▶ _Recorded data_
━━━━━━━━━━━━━━━━━━━━━━━━━━━━━━

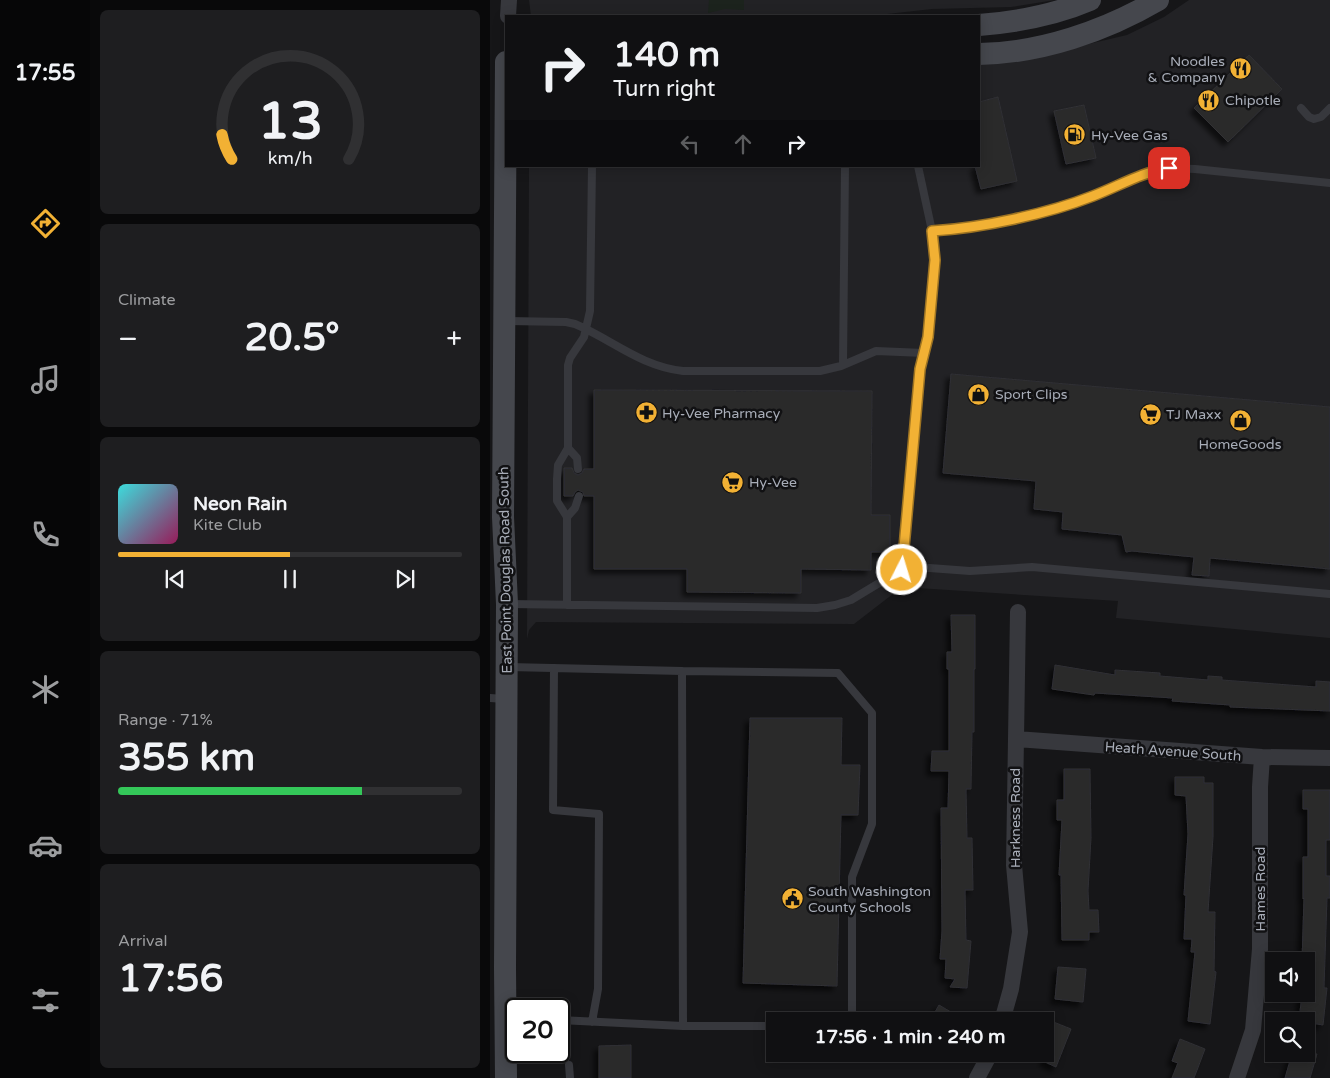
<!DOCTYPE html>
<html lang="en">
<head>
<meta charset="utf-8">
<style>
	body { margin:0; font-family:"Varela Round",sans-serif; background:#1e1e20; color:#f1f3f6; height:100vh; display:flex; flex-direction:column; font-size:19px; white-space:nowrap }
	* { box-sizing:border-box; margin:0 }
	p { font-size:16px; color:#9c9d9f }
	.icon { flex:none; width:28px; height:28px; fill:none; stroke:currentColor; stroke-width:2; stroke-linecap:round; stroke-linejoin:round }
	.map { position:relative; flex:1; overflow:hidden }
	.panel { display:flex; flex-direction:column; gap:10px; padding:10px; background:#09090a; width:400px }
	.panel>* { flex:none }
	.hud { position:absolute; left:15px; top:15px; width:475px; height:152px; border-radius:0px; box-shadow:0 2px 12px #0003,0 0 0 1px #303032; background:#101012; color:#f1f3f6; overflow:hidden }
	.buttons { position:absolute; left:775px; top:952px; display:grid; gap:10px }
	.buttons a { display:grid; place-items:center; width:50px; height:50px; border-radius:0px; background:#101012; box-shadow:0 2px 12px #0003,0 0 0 1px #303032; font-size:25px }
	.speed { position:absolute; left:15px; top:998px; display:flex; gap:10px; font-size:25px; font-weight:700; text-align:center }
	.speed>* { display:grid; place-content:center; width:65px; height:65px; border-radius:50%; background:#101012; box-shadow:0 2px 12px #0003,0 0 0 1px #303032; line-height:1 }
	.speed .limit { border:2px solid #111; border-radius:8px; background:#fff; color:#111 }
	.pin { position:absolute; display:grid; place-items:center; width:42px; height:42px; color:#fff; margin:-21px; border-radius:10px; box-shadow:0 2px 8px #0006 }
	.me { position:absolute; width:55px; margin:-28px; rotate:5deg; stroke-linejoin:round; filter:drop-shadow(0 0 4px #0008) }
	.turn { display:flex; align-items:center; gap:18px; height:105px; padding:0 25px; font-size:22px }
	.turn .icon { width:65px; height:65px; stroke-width:2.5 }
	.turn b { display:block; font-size:35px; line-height:42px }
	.lanes { display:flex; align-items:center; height:48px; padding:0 25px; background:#0003; justify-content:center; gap:25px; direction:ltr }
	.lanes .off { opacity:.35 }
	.big { font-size:38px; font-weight:800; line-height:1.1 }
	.panel .tile { flex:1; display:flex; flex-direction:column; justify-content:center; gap:8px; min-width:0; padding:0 18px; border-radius:8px; background:#1e1e20 }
	.panel .dial { align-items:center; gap:0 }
	.dial svg { height:130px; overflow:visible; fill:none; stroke:#303032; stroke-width:7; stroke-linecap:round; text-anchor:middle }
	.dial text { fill:#f1f3f6; stroke:none }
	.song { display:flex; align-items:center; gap:15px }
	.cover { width:60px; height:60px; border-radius:8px; background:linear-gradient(135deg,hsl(180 70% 55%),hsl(330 70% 35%)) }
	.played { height:5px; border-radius:2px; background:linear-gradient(90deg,#f2b134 50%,#303032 50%) }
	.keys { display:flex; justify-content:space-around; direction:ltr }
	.heat { display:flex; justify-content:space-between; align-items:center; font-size:28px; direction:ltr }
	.charge { height:8px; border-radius:4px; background:linear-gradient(90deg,#34c759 71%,#303032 0) }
	.trip { position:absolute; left:276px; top:1012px; width:288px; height:50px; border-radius:0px; background:#101012; box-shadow:0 2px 12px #0003,0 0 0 1px #303032; font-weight:800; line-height:50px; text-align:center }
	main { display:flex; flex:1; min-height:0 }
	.menu { display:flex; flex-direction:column; width:90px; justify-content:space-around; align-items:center; background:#060607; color:#9c9d9f }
	.menu .icon { width:35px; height:35px }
	.menu .on { color:#f2b134 }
	.menu b { font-size:22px; color:#f1f3f6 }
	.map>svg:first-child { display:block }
</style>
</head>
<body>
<main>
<nav class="menu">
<b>17:55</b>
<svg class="icon on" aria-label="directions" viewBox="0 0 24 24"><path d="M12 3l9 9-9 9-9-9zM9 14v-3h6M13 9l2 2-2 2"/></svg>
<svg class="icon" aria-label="music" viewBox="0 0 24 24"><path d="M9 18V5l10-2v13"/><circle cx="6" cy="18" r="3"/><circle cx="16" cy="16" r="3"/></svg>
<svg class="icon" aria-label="phone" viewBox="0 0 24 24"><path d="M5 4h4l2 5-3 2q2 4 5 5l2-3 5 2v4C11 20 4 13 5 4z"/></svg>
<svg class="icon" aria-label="climate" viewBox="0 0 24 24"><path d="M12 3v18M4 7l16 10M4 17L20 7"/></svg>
<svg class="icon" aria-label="car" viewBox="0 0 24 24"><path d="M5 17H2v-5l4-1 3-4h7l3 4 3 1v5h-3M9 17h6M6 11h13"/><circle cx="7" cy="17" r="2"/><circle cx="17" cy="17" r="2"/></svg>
<svg class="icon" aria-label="filters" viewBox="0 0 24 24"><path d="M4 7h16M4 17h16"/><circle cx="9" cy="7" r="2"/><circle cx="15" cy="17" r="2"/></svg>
</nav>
<section class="panel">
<div class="tile dial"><svg viewBox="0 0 100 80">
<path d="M14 69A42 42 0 1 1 86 69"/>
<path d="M14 69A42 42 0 0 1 8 54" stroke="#f2b134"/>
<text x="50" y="56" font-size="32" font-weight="700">13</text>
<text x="50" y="72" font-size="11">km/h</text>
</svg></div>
<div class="tile"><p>Climate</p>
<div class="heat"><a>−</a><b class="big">20.5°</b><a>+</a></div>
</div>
<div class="tile">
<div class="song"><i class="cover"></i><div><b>Neon Rain</b><p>Kite Club</p></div></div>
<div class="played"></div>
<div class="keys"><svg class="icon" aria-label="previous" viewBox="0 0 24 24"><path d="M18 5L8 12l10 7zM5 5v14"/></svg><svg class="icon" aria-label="pause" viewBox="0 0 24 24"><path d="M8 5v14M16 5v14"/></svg><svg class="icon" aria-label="next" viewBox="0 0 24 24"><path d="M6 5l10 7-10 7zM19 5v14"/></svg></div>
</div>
<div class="tile"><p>Range · 71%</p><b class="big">355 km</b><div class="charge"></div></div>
<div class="tile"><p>Arrival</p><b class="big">17:56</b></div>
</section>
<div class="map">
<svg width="840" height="1078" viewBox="0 0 840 1078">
	<defs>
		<filter id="shadow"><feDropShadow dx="-4.5" dy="4.5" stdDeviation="2.5" flood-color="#0009"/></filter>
	</defs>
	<rect width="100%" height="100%" fill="#161618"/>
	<!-- built -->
	<path fill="#222225" d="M 39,0 L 565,0 L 521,7 L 442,9 L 379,16 L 41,16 Z
		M 699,0 L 840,0 L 840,638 L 626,618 L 628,601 L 412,587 L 364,624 L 46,622 L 39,630 L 37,639 L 39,166 L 489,166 L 489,64 L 590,46 L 637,35 L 674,17 Z"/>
	<!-- green -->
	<path fill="#1c231d" d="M 219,0 L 254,0 L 254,10 L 235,9 L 218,13 Z"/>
	<!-- building -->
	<path fill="#29292c" stroke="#303034" filter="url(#shadow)" d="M 759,55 L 792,89 L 738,142 L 704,108 Z
		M 508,97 L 527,181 L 491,189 L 485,166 L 489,166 L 489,102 Z
		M 594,105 L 606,158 L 576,164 L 564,111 Z
		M 461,374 L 840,407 L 840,569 L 720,558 L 719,576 L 702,575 L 704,557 L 642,551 L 636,552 L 632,535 L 572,529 L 573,512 L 544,509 L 546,481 L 453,473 Z
		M 104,390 L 382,391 L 381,515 L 400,515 L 400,552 L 381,552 L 381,570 L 311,569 L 311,593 L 197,592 L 197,569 L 104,569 L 104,496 L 94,496 L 93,492 L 88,490 L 85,492 L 83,496 L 74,496 L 74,468 L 82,468 L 84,473 L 88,475 L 92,473 L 94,469 L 104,469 Z
		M 461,615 L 485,615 L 485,669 L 484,669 L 484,732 L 482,732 L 481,789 L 476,789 L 477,838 L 482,838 L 483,890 L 475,890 L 476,940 L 481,941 L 477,988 L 460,987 L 465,979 L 455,978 L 456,959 L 450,959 L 452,931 L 451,808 L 458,808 L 459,771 L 441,771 L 442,751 L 459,751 L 459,669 L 457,669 L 457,652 L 462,652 Z
		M 565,665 L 625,675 L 625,670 L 670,673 L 670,676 L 718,680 L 718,676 L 732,677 L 732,680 L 826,687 L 826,681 L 840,682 L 840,711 L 740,707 L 740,705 L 682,701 L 683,698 L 605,693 L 604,695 L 562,689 Z
		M 260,718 L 352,718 L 351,765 L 370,765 L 368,815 L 351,815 L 347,986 L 253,983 Z
		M 574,769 L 600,769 L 601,838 L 598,891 L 599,910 L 608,910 L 609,932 L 599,932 L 599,940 L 572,940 L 571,875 L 569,875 L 572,820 L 567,820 L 567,800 L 574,800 Z
		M 685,777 L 714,777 L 714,783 L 723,783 L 723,837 L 718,912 L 725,912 L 724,971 L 726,972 L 720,1024 L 698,1021 L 705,952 L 701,952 L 702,939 L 694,939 L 696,895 L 694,895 L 698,834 L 696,796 L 685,795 Z
		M 813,790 L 840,790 L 840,840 L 836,840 L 836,876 L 840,876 L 840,898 L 837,898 L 834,988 L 837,988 L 833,1025 L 809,1021 L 812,994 L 816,994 L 816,961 L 812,961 L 814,898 L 813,899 L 813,857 L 818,857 L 818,809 L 813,809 Z
		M 568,967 L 596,969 L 593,1002 L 565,999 Z
		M 449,1005 L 476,1021 L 440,1021 Z
		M 561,1021 L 581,1029 L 566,1067 L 555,1062 L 555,1036 Z
		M 690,1039 L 715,1049 L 704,1078 L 682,1078 L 688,1063 L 682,1061 Z
		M 141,1045 L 141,1078 L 109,1078 L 109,1046 Z
		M 802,1054 L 827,1054 L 820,1078 L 795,1078 Z"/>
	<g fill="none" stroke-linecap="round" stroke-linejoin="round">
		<!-- lane -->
		<path stroke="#37383d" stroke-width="8" d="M 811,108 L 819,117 L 824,119 L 831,117 L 840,108
			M 442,231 L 473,229 L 562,209 L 604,196 L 657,173 L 679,168 L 705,169 L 840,183
			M 16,321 L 76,322 L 85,324 C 123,340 150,366 193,371 L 330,371 L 351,366 L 386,351 L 434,353
			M 353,365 L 355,166
			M 78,448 L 87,458 L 88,469
			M 77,517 L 85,508 L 89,496
			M 412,570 L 430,369 L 438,337 L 445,260 L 442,231 L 428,166
			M 18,604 L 327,608 L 345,605 L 361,600 L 404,574 L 426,567 L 480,571 L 542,567 L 840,594
			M 77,605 L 77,517 L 67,501 L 67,479 L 68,465 L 78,448 L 78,365 L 80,358 L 94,337 L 100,311 L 102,166
			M 19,667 L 192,671 L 193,1026 L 69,1020
			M 64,668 L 63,810 L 109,814 L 108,989 L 102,1022
			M 192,671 L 348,673 L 382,713 L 382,824 L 362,877 L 362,1021
			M 0,698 L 15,699
			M 193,1026 L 285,1026
			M 79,1065 L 80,1078"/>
		<!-- street -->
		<path stroke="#37383d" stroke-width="16" d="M 18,16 L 19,0
			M 526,739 L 772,757 L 840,758
			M 512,1021 L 521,989 L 530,932 L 524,865 L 528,612
			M 487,1078 L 500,1054
			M 747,1078 L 763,1030 L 770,949 L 770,787 L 772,757"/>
		<!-- secondary -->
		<path stroke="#45474d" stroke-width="22" d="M 489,25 C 527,22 565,15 600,0
			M 489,54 C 551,53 615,31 668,0
			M 16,1078 L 15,968 L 17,604 L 13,517 L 16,62"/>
	</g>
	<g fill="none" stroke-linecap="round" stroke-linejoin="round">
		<defs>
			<path id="route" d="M 412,570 L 430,369 L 438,337 L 445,260 L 442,231 C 492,228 557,214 603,196 C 629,186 652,172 679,168"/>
		</defs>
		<!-- route casing -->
		<use href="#route" stroke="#9d7322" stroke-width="12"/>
		<!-- route -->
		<use href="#route" stroke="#f2b134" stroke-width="9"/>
	</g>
	<!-- icons -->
	<defs>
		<symbol id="restaurant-disc" viewBox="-11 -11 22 22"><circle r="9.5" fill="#f2b134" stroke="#111113"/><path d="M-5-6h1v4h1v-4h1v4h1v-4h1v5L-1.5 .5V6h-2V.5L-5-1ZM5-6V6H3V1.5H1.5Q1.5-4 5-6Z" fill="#111"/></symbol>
		<symbol id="fuel-disc" viewBox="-11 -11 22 22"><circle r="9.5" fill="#f2b134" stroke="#111113"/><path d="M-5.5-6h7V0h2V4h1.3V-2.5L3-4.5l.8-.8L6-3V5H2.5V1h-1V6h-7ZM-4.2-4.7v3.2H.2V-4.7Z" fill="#111"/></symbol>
		<symbol id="shop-disc" viewBox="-11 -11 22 22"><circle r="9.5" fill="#f2b134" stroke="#111113"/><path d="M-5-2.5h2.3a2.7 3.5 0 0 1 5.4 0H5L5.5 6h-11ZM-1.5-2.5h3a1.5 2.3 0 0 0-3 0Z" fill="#111"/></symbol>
		<symbol id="pharmacy-disc" viewBox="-11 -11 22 22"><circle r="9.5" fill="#f2b134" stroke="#111113"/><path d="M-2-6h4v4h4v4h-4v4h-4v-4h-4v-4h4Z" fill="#111"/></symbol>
		<symbol id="supermarket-disc" viewBox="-11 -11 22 22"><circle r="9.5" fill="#f2b134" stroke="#111113"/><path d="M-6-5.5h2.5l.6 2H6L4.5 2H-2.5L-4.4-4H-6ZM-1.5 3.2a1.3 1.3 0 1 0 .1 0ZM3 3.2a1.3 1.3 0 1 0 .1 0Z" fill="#111"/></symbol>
		<symbol id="civic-disc" viewBox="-11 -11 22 22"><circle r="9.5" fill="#f2b134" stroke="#111113"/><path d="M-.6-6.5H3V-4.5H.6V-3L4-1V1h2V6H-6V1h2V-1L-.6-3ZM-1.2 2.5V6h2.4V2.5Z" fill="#111"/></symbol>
	</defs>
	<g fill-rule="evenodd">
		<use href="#restaurant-disc" x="738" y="56" width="25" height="25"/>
		<use href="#restaurant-disc" x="706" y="88" width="25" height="25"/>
		<use href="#fuel-disc" x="572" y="122" width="25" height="25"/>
		<use href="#shop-disc" x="476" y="382" width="25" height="25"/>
		<use href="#pharmacy-disc" x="144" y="400" width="25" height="25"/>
		<use href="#supermarket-disc" x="648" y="402" width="25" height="25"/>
		<use href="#shop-disc" x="738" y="408" width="25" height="25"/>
		<use href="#supermarket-disc" x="230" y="470" width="25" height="25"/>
		<use href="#civic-disc" x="290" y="886" width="25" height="25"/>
	</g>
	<g text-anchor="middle" stroke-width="5" stroke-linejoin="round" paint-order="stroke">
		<!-- poi labels -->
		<g font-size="14" fill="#a8adb8" stroke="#111113" text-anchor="start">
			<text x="735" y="66" text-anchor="end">Noodles<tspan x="735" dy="16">&amp; Company</tspan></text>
			<text x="735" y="105">Chipotle</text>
			<text x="601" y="140">Hy-Vee Gas</text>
			<text x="505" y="399">Sport Clips</text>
			<text x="172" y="418">Hy-Vee Pharmacy</text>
			<text x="676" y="419">TJ Maxx</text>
			<text x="750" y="449" text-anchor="middle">HomeGoods</text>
			<text x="259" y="487">Hy-Vee</text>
			<text x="318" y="896">South Washington<tspan x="318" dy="16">County Schools</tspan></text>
		</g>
		<!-- street labels -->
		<g font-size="14" fill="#a8adb8" stroke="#111113">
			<text transform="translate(15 570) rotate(-91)" y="5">East Point Douglas Road South</text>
			<text transform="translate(683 751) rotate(4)" y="5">Heath Avenue South</text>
			<text transform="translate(525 818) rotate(-90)" y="5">Harkness Road</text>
			<text transform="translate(770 889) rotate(-90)" y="5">Hames Road</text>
		</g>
	</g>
</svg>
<div class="buttons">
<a><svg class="icon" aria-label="sound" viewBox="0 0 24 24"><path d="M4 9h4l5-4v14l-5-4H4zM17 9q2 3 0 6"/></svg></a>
<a><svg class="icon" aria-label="search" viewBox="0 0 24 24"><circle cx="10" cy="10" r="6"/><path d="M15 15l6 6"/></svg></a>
</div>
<div class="speed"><div class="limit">20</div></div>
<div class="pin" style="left:679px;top:168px;background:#d93025"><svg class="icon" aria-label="arrive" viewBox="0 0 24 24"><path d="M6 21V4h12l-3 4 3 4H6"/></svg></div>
<svg class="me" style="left:412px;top:570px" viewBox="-20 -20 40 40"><circle r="17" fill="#f2b134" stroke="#fff" stroke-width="3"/><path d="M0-11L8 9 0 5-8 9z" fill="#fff"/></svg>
<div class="trip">17:56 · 1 min · 240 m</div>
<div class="hud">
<div class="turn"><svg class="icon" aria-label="right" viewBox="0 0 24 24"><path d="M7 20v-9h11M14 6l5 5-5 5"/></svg><div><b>140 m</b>Turn right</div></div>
<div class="lanes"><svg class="icon off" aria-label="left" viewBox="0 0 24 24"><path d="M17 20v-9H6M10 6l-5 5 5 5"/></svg><svg class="icon off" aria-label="ahead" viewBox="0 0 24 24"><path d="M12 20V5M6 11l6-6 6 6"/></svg><svg class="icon" aria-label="right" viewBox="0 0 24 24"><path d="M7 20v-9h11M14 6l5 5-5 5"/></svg></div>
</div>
</div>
</main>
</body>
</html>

━━━━━━━━━━━━━━━━━━━━━━━━━━━━━━

Out of the data above, set down the lines from the one with "M 690,1039 L" to the one with "M 18,604 L 327,608", both included, exactly as written and with no additions.

▶ _Solution to this exercise_
		M 690,1039 L 715,1049 L 704,1078 L 682,1078 L 688,1063 L 682,1061 Z
		M 141,1045 L 141,1078 L 109,1078 L 109,1046 Z
		M 802,1054 L 827,1054 L 820,1078 L 795,1078 Z"/>
	<g fill="none" stroke-linecap="round" stroke-linejoin="round">
		<!-- lane -->
		<path stroke="#37383d" stroke-width="8" d="M 811,108 L 819,117 L 824,119 L 831,117 L 840,108
			M 442,231 L 473,229 L 562,209 L 604,196 L 657,173 L 679,168 L 705,169 L 840,183
			M 16,321 L 76,322 L 85,324 C 123,340 150,366 193,371 L 330,371 L 351,366 L 386,351 L 434,353
			M 353,365 L 355,166
			M 78,448 L 87,458 L 88,469
			M 77,517 L 85,508 L 89,496
			M 412,570 L 430,369 L 438,337 L 445,260 L 442,231 L 428,166
			M 18,604 L 327,608 L 345,605 L 361,600 L 404,574 L 426,567 L 480,571 L 542,567 L 840,594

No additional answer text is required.